▸ What to produce
Report back each line of the records that contains the string "search".

==== Records for processing

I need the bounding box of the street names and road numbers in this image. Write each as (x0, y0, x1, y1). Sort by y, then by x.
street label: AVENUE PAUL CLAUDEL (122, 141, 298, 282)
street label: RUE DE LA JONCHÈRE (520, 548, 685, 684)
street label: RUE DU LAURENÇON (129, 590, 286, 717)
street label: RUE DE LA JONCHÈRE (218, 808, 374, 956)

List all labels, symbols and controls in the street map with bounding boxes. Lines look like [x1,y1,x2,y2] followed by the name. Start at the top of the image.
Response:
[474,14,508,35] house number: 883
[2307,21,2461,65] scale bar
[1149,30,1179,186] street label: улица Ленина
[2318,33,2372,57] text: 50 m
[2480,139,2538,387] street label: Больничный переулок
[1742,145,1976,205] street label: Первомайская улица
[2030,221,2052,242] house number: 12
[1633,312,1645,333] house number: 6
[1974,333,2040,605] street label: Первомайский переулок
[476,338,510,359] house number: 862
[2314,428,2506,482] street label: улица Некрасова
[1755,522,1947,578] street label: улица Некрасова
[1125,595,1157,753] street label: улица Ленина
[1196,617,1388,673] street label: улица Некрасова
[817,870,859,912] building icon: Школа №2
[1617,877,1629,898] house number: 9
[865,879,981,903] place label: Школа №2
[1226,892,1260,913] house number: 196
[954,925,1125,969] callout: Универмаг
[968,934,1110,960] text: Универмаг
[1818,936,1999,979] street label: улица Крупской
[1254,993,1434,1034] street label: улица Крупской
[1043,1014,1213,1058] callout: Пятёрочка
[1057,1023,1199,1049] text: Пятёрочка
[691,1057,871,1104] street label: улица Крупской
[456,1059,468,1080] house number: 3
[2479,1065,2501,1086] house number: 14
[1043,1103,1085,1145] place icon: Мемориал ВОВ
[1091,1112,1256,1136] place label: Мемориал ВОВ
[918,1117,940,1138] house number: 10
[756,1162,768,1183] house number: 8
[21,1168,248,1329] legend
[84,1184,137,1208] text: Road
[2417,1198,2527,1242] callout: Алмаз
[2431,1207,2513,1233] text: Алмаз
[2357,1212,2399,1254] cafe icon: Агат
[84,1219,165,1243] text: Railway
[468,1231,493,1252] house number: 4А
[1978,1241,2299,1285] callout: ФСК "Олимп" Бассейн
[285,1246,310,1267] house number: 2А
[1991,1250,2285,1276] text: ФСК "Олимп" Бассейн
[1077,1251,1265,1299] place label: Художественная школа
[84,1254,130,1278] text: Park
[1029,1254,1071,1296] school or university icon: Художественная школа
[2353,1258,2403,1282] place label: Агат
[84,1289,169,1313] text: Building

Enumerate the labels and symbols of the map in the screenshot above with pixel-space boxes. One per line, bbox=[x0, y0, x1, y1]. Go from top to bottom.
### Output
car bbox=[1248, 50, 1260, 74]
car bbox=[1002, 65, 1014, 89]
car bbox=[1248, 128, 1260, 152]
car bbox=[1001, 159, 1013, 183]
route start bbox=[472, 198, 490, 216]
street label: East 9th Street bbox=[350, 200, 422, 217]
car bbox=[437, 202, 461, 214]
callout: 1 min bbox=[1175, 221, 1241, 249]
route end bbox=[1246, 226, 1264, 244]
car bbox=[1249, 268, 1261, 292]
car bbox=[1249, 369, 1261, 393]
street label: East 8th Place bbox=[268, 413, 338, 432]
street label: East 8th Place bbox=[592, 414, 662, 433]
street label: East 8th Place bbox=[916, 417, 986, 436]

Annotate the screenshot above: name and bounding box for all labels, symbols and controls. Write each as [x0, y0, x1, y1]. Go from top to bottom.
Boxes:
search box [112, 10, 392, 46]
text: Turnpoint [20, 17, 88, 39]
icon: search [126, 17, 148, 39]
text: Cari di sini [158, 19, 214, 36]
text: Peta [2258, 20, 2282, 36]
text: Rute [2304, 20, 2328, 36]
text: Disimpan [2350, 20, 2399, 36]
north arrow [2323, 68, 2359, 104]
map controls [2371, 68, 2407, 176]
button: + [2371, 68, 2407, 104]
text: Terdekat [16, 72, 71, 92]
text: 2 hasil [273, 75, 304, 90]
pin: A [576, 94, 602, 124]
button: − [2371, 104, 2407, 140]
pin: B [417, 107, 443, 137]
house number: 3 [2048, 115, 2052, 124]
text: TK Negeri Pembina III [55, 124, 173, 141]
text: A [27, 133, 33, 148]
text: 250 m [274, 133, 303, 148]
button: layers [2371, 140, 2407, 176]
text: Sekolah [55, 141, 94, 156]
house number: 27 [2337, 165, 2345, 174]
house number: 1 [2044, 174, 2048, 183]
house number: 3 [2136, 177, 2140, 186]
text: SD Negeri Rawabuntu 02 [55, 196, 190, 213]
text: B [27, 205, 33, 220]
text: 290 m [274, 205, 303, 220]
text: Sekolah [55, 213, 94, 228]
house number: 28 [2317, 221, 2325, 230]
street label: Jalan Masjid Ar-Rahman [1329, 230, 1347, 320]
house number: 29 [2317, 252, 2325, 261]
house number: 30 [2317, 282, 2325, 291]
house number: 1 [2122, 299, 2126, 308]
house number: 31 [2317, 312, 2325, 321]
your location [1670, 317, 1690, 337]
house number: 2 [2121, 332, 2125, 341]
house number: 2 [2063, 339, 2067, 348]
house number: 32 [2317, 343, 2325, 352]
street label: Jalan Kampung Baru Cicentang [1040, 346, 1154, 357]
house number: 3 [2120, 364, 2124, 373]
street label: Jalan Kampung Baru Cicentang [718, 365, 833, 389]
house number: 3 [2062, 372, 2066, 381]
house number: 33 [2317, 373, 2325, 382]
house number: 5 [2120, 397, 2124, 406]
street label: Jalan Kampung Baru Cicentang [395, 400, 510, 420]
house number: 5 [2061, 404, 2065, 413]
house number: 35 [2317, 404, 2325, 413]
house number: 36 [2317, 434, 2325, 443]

========

▸ Result of the task
search box [112, 10, 392, 46]
icon: search [126, 17, 148, 39]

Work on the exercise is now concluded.